> **Data**
--

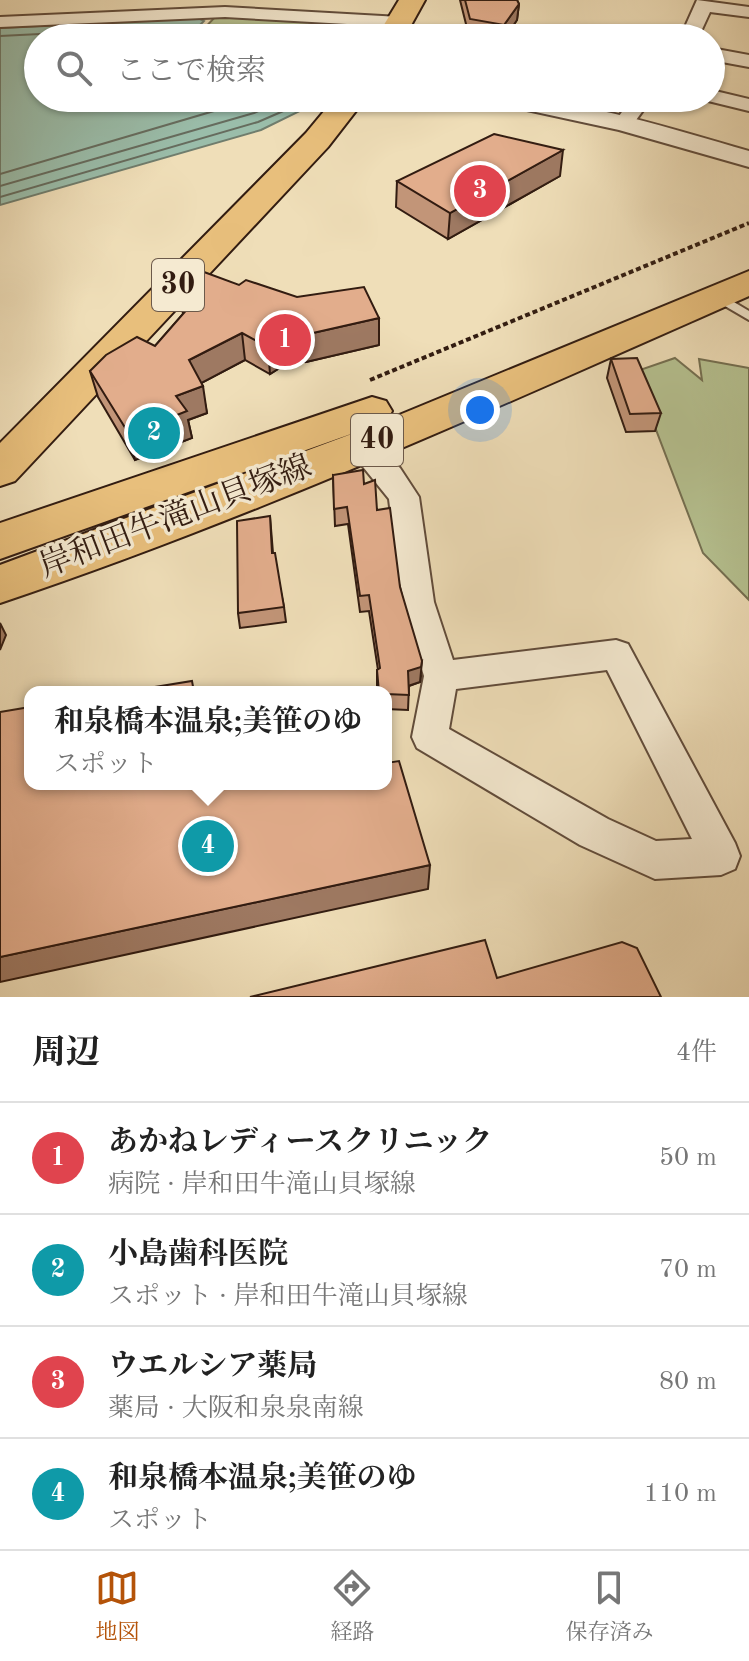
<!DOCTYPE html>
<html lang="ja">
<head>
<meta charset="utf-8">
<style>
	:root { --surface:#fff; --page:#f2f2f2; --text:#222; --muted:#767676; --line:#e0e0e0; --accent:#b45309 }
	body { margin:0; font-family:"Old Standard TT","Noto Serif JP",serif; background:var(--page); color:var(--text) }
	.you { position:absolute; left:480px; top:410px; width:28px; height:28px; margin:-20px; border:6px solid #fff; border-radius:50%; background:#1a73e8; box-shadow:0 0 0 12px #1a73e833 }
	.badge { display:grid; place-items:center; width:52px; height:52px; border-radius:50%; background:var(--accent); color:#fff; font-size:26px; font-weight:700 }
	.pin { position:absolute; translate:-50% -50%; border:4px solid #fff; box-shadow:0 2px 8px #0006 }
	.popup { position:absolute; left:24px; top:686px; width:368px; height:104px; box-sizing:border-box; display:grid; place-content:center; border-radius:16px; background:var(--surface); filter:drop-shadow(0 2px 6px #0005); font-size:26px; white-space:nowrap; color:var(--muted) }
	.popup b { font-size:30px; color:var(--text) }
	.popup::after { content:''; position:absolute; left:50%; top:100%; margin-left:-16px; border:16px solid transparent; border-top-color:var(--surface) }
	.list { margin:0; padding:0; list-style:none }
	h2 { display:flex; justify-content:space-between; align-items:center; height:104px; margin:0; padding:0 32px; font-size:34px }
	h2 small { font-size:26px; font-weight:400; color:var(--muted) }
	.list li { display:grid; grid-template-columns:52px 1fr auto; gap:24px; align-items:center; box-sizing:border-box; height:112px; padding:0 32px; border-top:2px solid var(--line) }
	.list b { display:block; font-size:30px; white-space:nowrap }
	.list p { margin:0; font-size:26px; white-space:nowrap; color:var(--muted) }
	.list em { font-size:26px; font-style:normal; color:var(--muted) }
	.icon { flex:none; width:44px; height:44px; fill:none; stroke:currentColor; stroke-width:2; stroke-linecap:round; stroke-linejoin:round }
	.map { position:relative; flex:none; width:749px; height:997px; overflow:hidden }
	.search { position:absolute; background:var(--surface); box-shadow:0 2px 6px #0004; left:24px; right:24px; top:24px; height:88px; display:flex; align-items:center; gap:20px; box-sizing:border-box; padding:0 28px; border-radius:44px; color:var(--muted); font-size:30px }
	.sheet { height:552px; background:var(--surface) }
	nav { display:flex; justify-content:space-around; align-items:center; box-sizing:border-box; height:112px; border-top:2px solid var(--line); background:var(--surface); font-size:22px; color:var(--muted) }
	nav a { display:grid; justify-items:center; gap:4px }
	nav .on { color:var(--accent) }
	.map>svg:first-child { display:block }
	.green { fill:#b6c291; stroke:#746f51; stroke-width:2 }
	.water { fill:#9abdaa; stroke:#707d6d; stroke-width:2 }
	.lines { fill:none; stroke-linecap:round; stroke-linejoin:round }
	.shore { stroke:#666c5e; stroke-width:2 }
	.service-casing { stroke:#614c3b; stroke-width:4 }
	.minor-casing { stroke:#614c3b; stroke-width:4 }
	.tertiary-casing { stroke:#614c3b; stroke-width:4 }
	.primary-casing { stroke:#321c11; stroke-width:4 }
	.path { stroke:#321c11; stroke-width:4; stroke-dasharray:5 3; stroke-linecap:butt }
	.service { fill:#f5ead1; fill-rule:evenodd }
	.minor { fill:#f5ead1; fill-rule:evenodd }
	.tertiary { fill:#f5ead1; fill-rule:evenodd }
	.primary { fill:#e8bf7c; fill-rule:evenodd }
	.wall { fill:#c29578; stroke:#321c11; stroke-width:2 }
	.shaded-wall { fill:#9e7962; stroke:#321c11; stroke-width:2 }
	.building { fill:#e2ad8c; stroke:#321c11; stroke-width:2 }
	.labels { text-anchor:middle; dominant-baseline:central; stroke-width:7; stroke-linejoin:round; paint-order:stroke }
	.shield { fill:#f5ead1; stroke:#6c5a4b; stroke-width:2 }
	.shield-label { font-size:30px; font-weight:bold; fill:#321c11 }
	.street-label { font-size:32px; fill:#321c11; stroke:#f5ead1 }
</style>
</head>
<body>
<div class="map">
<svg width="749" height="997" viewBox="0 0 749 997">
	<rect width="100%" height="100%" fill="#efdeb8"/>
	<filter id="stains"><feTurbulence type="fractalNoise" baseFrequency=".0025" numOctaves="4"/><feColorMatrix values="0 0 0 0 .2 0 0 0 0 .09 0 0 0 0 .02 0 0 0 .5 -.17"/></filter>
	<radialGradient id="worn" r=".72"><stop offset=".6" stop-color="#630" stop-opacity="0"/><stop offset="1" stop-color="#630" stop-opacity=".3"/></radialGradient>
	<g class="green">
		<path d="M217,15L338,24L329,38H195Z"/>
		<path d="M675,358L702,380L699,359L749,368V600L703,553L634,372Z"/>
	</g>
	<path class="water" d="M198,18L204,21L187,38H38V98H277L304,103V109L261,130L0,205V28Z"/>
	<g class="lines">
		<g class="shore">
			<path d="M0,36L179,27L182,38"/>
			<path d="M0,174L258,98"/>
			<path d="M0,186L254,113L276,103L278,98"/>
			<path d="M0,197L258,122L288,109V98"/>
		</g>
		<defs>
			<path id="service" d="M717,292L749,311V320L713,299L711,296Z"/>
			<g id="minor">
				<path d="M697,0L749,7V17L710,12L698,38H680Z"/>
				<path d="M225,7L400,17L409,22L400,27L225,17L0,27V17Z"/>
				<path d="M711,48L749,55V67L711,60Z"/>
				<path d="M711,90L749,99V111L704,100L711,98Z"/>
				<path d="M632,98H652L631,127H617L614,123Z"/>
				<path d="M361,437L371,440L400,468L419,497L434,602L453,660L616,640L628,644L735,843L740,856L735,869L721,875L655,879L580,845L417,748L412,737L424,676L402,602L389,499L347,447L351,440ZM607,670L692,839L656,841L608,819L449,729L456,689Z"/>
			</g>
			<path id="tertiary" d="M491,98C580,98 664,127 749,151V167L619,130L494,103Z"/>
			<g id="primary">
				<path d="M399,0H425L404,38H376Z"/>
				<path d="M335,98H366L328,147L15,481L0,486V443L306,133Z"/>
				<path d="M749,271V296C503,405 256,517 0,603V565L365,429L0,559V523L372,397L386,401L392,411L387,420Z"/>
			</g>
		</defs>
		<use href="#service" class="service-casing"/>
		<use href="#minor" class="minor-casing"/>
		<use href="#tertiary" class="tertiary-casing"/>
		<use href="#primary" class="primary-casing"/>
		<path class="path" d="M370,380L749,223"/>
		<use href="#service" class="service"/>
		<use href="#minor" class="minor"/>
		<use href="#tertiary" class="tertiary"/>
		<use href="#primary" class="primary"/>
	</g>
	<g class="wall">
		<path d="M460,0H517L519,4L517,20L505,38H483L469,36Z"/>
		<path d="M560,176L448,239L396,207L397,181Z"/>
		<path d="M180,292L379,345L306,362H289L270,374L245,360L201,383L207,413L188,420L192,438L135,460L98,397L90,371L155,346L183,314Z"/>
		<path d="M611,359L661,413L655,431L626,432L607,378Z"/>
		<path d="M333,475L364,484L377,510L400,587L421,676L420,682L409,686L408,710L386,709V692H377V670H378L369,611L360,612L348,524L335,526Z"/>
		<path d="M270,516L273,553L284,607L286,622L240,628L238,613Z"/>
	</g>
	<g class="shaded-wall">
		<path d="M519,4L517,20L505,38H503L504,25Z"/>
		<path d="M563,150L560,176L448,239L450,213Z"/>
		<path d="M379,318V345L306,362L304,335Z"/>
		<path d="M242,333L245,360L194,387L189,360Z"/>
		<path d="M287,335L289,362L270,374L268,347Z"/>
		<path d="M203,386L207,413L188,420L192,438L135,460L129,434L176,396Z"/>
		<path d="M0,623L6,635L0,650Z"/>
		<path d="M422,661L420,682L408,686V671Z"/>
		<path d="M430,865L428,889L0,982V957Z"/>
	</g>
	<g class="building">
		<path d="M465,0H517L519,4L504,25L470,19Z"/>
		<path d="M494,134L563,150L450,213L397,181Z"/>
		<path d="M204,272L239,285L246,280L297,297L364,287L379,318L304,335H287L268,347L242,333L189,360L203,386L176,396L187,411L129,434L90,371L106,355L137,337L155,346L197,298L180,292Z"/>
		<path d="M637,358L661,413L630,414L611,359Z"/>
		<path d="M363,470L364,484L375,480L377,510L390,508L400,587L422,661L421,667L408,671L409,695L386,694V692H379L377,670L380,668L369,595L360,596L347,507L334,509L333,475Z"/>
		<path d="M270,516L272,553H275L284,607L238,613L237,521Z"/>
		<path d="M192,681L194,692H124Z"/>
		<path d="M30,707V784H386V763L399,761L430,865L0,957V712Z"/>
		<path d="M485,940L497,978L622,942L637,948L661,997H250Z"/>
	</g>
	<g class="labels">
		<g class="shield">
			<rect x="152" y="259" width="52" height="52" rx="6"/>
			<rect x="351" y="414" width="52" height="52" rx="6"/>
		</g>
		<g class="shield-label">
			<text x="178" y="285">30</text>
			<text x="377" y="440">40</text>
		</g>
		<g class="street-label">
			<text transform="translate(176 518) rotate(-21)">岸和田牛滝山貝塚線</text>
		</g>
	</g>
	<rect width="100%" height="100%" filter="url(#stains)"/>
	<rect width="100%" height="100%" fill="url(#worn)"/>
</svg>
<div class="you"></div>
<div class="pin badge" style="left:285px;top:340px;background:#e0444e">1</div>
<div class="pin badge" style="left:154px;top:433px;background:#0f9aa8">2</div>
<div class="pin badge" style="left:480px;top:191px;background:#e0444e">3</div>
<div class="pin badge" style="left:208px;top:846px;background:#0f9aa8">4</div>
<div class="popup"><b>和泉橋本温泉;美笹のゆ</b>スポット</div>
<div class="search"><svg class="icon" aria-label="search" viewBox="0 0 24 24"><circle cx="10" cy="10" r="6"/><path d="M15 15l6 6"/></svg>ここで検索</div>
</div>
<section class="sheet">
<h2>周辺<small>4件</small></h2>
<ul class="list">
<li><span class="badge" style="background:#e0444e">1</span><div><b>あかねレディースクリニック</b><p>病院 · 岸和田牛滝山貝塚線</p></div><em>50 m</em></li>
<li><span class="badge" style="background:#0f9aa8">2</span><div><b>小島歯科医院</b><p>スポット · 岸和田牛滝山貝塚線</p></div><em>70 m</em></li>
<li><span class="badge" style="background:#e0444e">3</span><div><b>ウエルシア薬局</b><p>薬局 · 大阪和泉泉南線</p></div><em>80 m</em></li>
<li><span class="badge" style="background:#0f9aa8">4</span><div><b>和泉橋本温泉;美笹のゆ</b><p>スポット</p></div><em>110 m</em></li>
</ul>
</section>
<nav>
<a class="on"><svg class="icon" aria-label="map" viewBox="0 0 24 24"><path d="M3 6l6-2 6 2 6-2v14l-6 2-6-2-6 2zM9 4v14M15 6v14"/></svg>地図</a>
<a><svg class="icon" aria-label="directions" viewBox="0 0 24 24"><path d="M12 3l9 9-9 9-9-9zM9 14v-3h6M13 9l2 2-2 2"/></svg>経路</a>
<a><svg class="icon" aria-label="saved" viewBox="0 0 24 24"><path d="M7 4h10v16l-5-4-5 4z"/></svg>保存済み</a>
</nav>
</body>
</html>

--

> **Work instruction**
Restate, line by line and word for word, everything from the top of the material through the line that contains "display:block; font-size:30px; white-space:nowrap". Leave pictures out.

> **Result of this exercise**
<!DOCTYPE html>
<html lang="ja">
<head>
<meta charset="utf-8">
<style>
	:root { --surface:#fff; --page:#f2f2f2; --text:#222; --muted:#767676; --line:#e0e0e0; --accent:#b45309 }
	body { margin:0; font-family:"Old Standard TT","Noto Serif JP",serif; background:var(--page); color:var(--text) }
	.you { position:absolute; left:480px; top:410px; width:28px; height:28px; margin:-20px; border:6px solid #fff; border-radius:50%; background:#1a73e8; box-shadow:0 0 0 12px #1a73e833 }
	.badge { display:grid; place-items:center; width:52px; height:52px; border-radius:50%; background:var(--accent); color:#fff; font-size:26px; font-weight:700 }
	.pin { position:absolute; translate:-50% -50%; border:4px solid #fff; box-shadow:0 2px 8px #0006 }
	.popup { position:absolute; left:24px; top:686px; width:368px; height:104px; box-sizing:border-box; display:grid; place-content:center; border-radius:16px; background:var(--surface); filter:drop-shadow(0 2px 6px #0005); font-size:26px; white-space:nowrap; color:var(--muted) }
	.popup b { font-size:30px; color:var(--text) }
	.popup::after { content:''; position:absolute; left:50%; top:100%; margin-left:-16px; border:16px solid transparent; border-top-color:var(--surface) }
	.list { margin:0; padding:0; list-style:none }
	h2 { display:flex; justify-content:space-between; align-items:center; height:104px; margin:0; padding:0 32px; font-size:34px }
	h2 small { font-size:26px; font-weight:400; color:var(--muted) }
	.list li { display:grid; grid-template-columns:52px 1fr auto; gap:24px; align-items:center; box-sizing:border-box; height:112px; padding:0 32px; border-top:2px solid var(--line) }
	.list b { display:block; font-size:30px; white-space:nowrap }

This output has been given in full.